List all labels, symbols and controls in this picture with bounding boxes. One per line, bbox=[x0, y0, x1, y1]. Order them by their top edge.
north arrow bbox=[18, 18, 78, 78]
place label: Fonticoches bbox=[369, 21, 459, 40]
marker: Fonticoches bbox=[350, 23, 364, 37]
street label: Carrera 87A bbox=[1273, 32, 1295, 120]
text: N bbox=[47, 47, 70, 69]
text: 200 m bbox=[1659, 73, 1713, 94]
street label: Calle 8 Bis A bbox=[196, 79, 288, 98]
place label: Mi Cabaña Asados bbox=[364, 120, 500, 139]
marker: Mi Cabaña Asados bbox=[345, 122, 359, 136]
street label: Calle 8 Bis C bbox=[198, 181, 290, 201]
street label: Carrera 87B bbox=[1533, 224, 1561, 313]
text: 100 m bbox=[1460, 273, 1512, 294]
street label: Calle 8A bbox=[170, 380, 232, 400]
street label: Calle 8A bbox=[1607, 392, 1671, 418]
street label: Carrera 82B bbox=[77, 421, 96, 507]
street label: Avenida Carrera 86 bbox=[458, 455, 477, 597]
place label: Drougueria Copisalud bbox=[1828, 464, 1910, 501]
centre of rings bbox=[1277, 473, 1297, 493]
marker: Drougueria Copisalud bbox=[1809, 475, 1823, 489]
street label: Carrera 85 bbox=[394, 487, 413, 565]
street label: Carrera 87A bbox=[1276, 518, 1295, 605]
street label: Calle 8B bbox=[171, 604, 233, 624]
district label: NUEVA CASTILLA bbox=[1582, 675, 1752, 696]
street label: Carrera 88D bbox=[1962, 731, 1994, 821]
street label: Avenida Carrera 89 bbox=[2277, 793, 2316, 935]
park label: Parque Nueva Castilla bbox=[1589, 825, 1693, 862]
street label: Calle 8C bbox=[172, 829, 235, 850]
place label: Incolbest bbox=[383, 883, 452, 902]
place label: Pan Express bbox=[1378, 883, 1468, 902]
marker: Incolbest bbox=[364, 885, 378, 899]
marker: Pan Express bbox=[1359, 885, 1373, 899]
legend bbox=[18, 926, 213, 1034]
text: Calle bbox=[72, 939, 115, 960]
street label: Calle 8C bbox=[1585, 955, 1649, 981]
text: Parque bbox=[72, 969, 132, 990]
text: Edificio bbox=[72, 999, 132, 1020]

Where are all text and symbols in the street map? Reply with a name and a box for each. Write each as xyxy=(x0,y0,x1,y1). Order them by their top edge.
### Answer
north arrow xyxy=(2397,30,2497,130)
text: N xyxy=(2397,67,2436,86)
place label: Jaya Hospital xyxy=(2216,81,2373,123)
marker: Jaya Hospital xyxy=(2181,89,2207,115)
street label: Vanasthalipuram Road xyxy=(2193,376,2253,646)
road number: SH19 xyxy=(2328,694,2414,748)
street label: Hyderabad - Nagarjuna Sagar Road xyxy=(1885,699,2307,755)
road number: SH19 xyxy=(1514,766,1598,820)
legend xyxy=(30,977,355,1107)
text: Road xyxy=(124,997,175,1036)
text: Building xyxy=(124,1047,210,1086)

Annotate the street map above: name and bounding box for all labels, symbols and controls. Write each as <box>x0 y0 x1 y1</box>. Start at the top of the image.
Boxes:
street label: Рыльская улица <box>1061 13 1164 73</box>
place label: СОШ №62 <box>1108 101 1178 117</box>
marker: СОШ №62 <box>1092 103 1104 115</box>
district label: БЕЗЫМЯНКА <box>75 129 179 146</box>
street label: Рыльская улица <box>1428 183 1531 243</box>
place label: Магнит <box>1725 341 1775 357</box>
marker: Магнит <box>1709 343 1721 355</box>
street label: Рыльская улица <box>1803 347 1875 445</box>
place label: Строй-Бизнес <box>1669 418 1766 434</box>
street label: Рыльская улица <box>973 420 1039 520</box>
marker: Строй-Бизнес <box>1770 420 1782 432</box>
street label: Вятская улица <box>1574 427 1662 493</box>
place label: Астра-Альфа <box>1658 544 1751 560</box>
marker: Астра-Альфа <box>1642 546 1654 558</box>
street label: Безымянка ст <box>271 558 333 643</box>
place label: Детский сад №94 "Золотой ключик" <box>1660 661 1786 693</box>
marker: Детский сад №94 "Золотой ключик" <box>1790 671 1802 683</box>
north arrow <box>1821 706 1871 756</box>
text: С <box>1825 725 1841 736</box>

» **What this task involves**
Look at each line above and note whether it holds the word "Order". Report how many do, as the number only.

» **Solution to the exercise**
2